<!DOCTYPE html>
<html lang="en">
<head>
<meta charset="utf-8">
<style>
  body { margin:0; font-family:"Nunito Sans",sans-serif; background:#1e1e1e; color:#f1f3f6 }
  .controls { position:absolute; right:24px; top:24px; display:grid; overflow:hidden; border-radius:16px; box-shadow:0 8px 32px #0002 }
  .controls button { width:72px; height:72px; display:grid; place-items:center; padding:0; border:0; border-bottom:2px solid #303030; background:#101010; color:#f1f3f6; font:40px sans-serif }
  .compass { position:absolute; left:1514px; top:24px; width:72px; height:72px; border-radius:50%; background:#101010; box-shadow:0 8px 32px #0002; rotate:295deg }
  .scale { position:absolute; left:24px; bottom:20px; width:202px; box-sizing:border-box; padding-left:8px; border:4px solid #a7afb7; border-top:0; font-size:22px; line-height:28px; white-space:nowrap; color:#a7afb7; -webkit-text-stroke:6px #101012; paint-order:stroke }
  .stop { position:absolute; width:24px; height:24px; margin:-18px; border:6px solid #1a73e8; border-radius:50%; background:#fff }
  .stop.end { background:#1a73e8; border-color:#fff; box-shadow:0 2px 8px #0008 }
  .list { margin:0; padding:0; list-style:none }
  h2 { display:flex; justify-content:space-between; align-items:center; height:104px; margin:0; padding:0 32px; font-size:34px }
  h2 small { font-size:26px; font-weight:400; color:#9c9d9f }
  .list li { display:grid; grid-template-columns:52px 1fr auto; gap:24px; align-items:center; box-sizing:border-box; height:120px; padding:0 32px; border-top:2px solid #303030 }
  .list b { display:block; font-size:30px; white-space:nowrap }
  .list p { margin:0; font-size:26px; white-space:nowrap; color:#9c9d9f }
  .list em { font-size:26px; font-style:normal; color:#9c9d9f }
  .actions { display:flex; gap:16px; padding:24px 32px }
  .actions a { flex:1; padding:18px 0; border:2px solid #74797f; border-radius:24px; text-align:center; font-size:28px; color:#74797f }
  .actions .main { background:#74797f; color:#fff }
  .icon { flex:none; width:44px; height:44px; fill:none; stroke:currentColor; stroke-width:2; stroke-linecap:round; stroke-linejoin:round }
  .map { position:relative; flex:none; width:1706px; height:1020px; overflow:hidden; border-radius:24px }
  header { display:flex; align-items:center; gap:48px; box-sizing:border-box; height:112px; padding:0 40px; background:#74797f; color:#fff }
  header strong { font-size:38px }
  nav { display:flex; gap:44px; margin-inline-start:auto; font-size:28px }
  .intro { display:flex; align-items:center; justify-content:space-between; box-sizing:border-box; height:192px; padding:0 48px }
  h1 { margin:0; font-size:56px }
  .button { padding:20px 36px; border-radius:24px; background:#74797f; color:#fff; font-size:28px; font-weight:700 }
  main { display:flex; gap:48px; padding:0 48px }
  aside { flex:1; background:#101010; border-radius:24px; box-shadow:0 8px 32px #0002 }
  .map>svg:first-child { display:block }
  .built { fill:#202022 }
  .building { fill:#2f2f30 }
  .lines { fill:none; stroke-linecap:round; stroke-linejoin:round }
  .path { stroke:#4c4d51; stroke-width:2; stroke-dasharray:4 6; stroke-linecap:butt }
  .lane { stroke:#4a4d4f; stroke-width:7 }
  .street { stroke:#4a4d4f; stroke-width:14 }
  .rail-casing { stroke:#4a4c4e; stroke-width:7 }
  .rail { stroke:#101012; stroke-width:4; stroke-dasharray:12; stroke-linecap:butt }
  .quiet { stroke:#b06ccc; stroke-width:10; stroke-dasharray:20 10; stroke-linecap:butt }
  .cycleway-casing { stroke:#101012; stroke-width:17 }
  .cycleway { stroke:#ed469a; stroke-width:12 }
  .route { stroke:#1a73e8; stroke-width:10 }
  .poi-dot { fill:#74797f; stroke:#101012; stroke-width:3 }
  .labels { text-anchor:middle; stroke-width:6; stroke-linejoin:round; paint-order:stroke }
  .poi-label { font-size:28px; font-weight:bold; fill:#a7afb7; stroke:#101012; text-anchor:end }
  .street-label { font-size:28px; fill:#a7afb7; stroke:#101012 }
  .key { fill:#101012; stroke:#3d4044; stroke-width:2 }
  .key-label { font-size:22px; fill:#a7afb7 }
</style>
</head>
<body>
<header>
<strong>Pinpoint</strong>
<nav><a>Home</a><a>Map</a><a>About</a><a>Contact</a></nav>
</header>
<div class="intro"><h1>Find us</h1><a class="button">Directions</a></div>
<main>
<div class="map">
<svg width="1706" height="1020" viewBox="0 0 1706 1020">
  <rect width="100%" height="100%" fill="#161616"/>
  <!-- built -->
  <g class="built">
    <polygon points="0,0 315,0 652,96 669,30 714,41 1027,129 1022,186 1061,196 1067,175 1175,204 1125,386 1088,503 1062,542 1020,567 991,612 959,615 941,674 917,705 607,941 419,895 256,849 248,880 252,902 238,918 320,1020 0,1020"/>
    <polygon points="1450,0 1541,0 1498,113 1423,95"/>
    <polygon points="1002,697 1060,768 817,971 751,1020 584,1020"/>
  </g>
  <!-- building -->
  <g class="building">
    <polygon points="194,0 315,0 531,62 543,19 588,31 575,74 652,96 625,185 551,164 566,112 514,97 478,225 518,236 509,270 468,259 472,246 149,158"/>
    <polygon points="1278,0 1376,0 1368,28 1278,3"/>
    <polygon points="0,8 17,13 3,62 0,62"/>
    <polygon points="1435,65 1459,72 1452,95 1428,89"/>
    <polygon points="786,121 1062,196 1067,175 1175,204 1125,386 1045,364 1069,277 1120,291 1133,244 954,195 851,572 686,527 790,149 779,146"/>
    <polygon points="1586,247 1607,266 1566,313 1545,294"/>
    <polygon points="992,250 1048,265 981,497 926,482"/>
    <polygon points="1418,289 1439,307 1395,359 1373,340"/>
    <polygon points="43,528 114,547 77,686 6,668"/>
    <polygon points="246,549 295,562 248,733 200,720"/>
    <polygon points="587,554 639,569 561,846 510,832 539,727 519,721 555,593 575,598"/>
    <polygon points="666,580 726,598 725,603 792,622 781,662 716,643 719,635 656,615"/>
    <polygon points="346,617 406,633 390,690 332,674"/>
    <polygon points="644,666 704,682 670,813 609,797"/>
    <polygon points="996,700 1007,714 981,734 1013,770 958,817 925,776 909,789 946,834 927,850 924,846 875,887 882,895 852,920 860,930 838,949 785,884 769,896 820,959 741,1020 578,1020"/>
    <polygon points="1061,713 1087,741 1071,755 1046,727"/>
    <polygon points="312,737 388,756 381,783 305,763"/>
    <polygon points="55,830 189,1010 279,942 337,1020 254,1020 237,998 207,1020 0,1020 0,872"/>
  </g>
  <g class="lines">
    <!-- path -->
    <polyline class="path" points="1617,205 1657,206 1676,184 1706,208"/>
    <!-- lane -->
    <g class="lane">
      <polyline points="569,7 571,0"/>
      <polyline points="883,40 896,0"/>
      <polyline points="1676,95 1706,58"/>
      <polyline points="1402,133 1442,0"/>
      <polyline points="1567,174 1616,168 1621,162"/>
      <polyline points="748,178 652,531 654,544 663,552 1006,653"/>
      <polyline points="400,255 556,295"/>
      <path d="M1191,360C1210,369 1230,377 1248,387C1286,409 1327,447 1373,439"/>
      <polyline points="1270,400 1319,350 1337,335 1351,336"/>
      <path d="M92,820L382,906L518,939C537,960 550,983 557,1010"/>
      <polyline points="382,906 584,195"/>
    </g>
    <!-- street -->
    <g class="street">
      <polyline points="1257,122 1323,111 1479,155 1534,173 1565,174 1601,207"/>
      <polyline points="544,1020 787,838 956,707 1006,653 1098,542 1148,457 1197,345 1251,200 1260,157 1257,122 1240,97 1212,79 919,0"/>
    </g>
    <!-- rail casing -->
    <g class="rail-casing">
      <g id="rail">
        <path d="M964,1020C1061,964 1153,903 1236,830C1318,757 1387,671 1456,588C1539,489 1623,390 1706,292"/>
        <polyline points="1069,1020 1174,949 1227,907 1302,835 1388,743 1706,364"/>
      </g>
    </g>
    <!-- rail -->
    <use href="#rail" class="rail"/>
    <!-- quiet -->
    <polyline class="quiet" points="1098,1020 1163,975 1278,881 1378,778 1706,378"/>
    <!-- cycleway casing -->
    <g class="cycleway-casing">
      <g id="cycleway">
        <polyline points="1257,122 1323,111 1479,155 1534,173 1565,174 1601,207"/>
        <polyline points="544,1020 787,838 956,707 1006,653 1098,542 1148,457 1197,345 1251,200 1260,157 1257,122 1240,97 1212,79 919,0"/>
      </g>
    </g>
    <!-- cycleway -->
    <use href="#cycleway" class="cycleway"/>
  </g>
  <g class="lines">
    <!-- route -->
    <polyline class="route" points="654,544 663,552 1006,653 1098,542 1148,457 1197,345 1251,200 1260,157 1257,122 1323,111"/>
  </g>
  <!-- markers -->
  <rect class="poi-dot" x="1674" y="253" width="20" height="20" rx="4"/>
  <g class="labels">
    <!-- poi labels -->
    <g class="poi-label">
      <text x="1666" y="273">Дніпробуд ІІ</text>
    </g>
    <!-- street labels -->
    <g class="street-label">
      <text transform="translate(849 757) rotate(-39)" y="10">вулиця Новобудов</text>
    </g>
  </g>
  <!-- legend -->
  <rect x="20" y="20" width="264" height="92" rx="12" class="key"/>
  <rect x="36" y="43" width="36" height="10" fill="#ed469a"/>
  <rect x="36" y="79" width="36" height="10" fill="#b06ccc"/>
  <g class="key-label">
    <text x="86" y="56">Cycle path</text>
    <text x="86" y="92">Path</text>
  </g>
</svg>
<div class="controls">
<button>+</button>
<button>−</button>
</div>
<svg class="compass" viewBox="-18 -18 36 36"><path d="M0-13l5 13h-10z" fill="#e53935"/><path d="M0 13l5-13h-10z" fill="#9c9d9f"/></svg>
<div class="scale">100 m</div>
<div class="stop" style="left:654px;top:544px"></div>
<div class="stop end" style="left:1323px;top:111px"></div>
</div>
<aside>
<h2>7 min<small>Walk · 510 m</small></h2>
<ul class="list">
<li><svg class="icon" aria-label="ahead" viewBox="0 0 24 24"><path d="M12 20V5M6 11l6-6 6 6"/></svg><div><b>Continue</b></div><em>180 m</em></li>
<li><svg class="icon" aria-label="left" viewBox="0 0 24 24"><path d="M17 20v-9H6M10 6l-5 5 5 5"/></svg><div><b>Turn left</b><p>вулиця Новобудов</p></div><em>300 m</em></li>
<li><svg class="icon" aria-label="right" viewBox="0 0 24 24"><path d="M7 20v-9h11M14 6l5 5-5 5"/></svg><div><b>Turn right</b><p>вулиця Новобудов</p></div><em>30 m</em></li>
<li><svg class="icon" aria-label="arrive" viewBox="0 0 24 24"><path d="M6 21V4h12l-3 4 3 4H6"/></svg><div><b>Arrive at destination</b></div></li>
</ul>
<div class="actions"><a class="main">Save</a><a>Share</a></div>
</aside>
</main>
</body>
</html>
=-=-=
◆ **Prompt**
Could you retype exactly the lines above, starting at the line that contains "position:absolute; width:24px; height:24px;" and ending at the line that contains "margin:0; padding:0; list-style:none", and nothing more?

◆ **Response area**
  .stop { position:absolute; width:24px; height:24px; margin:-18px; border:6px solid #1a73e8; border-radius:50%; background:#fff }
  .stop.end { background:#1a73e8; border-color:#fff; box-shadow:0 2px 8px #0008 }
  .list { margin:0; padding:0; list-style:none }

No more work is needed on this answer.